Wednesday, August 22, 2007

Creating Audiobooks

I love my iPod. I love being able to carry around my entire music collection in my pocket. Being a long-time iTunes user, it's a shame I didn't discover podcasts before the iPod. But the real killer: audiobooks. They took me totally by surprise and I am enamored. Audiobooks from iTunes are expensive, but there are other sources. The problem is, when you rip audiobook CDs, you can get them into iTunes/iPod with no problems, but navigation is a Sisyphean chore.

Sure, iPod and iTunes remember where you left off, but a single inadvertent wheel click can undo that "bookmark." What's worse, my crazy entertainment-center-with-iPod-dock likes to spontaneously start the iPod playing when you turn the system off.
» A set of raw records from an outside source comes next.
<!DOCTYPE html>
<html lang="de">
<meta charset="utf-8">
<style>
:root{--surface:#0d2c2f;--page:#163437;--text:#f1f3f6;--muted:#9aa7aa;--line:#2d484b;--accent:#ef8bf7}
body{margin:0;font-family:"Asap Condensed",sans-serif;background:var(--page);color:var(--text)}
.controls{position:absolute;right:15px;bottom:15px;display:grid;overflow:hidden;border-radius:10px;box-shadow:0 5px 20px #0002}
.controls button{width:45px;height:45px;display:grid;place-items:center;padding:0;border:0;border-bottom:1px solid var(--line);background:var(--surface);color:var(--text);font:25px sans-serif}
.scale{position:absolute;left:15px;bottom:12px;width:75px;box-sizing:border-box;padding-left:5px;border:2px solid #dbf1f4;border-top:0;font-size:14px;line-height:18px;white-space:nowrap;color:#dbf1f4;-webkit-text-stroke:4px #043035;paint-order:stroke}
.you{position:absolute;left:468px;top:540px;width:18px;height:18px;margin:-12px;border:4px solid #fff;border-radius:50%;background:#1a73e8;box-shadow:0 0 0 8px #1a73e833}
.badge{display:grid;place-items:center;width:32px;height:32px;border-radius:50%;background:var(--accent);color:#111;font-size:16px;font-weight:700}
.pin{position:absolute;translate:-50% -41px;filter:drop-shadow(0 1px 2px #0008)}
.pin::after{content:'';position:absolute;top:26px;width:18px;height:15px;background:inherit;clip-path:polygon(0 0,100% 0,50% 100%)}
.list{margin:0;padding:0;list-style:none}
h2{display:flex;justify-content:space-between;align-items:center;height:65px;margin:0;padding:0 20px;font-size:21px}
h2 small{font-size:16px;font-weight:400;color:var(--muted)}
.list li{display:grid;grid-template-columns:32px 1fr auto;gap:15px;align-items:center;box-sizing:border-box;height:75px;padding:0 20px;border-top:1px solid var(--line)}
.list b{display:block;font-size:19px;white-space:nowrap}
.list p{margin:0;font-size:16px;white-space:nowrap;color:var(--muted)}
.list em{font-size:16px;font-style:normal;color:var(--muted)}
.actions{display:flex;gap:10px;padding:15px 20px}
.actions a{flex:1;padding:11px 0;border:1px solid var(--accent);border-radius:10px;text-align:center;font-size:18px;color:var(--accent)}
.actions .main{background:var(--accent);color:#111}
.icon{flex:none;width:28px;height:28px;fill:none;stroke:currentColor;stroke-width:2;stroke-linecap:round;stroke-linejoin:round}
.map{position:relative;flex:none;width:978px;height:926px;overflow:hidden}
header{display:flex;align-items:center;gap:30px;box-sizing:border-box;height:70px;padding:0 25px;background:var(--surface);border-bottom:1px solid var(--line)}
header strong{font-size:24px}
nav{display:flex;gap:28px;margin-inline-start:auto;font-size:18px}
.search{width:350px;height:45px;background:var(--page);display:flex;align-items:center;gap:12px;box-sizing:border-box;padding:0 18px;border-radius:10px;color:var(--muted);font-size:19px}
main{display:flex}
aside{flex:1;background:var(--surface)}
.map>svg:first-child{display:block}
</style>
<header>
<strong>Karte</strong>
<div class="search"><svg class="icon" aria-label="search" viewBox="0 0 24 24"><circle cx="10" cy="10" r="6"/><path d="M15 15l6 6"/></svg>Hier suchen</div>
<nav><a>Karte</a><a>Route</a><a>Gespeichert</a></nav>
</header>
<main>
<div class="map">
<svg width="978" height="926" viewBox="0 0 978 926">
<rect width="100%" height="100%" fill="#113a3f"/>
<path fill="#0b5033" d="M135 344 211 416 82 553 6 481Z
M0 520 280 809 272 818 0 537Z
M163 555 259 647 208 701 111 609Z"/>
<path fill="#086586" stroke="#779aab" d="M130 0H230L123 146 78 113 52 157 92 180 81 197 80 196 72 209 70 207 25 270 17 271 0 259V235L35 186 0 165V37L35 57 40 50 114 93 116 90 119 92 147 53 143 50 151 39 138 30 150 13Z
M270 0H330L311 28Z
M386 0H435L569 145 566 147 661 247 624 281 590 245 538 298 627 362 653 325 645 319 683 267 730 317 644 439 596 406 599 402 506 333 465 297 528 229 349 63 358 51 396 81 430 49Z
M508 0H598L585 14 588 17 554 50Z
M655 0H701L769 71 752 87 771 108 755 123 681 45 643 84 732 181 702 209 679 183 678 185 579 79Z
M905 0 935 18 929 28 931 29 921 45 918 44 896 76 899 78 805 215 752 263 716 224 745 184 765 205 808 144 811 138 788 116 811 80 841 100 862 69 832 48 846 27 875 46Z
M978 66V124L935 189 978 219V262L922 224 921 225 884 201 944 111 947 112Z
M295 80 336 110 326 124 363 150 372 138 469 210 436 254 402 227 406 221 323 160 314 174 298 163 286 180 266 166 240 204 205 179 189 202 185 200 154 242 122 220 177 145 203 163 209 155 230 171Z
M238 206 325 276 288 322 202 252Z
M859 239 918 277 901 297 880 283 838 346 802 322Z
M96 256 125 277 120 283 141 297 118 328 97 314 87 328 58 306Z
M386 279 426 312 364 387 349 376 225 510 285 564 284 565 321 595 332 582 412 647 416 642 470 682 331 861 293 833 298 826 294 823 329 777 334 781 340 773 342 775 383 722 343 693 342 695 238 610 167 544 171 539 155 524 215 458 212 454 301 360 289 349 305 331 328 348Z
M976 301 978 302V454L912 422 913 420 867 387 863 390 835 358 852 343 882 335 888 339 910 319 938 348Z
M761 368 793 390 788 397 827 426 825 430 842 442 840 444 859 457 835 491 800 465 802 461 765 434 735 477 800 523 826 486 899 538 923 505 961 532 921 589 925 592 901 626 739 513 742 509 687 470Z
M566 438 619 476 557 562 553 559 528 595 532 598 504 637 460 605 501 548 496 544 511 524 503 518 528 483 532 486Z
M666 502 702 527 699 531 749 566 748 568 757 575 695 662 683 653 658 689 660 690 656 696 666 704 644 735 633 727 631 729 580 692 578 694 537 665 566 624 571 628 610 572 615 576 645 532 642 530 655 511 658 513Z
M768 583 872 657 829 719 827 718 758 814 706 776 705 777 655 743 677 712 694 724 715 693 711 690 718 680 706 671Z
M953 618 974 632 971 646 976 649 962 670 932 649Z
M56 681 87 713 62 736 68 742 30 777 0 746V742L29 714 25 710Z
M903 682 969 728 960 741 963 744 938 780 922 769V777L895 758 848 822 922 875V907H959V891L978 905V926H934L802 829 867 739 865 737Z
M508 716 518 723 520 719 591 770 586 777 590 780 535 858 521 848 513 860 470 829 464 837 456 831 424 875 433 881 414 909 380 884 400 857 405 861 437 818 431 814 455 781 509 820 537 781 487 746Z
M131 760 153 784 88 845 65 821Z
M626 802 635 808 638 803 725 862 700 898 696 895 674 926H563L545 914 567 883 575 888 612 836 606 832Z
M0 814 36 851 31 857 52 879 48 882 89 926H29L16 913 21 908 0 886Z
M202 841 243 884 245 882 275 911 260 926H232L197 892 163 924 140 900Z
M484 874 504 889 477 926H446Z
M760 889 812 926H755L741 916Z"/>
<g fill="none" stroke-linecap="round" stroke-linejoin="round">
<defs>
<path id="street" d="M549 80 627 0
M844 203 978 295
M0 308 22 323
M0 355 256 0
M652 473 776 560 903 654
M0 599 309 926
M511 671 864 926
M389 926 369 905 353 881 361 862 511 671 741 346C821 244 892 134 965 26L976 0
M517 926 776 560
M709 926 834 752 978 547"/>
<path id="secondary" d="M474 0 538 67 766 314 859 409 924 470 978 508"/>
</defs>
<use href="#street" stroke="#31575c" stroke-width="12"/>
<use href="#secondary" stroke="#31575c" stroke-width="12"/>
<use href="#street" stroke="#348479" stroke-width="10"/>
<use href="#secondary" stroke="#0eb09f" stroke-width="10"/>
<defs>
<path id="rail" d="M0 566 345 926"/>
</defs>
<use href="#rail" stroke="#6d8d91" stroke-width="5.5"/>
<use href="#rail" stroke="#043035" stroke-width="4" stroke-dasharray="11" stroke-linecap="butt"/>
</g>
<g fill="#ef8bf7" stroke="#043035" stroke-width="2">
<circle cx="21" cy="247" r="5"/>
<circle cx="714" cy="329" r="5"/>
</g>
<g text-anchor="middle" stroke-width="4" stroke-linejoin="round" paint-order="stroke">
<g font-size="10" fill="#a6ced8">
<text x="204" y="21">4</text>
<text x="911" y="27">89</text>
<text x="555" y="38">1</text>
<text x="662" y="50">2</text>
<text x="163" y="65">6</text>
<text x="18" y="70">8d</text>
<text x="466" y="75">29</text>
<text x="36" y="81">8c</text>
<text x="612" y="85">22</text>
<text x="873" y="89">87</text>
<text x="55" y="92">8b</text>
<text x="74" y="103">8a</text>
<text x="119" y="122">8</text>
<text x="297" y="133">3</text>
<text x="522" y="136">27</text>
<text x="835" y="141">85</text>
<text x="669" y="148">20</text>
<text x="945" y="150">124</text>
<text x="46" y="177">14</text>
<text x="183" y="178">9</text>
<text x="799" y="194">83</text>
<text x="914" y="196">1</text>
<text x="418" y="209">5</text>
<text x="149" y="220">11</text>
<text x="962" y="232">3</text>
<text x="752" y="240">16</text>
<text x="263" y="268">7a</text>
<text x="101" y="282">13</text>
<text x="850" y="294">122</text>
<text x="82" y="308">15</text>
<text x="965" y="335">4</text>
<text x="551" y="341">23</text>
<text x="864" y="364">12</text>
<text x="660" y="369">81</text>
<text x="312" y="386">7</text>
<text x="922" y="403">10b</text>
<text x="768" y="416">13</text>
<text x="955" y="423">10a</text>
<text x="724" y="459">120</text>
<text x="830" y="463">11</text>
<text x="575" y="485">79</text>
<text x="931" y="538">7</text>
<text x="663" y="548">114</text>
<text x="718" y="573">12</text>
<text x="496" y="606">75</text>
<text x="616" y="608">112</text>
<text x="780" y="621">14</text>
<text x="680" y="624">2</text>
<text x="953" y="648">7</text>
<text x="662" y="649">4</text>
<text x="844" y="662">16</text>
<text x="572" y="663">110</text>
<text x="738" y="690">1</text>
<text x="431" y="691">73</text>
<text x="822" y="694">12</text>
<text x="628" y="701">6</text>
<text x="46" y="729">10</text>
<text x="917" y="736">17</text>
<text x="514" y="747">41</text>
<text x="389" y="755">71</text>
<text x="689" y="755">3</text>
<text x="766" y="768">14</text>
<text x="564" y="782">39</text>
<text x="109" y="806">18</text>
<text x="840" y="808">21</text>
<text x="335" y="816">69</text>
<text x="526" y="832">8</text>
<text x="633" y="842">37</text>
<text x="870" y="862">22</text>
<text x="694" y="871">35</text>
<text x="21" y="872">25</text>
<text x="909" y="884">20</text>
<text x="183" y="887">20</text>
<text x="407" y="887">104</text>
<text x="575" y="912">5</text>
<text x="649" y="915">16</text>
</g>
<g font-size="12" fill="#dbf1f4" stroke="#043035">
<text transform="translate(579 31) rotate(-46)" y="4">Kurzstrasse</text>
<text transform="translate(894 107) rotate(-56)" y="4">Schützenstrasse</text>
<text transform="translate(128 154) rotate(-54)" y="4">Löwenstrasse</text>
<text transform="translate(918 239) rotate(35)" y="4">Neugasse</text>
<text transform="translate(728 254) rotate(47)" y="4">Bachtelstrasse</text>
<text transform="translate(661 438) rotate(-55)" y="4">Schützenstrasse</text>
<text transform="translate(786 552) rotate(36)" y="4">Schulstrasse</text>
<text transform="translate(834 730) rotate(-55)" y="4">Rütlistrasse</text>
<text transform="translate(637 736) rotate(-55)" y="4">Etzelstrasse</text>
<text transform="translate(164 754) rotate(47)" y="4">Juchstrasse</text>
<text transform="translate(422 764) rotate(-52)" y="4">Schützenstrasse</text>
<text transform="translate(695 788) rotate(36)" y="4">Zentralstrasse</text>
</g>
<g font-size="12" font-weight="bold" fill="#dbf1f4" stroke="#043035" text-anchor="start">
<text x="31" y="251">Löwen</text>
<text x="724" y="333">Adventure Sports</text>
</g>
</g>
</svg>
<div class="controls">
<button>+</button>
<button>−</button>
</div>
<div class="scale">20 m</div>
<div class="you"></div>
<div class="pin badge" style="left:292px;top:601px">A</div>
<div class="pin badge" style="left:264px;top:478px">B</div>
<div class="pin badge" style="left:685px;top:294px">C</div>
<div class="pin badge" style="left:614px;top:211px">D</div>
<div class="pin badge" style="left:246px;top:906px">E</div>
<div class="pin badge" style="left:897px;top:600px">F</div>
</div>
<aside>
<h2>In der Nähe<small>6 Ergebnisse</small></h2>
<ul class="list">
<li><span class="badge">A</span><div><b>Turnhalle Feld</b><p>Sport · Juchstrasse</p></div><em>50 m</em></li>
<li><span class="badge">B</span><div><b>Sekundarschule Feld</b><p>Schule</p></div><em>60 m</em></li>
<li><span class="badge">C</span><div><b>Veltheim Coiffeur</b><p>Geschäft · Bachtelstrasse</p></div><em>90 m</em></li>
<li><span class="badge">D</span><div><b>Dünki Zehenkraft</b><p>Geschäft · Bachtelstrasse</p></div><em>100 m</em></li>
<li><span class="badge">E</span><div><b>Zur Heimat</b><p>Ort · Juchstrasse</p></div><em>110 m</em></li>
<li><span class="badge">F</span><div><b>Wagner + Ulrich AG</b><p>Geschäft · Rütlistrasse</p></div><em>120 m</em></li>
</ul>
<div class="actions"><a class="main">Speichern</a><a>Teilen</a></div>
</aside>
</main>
No, I want the real thing when it comes to audiobooks. I want a single file or small number of files; I want them to show up in my audiobooks group thingy. There are guides on the web to get you thru these issues. (short version: create a single AAC encoded file and rename to .m4b, then import to iTunes) But the Holy Grail has been chapter breaks. I can remember "Chapter 12" better than 04:23:08. And I want them where the author intended, not necessarily at the unfortunate boundaries imposed by the CD medium.

Slideshow adapter to the rescue! Props to ejsjrnc over at iLounge for finding it and documenting it for the rest of us. It's a geek tool. But if you want what I want, you're probably a geek, too.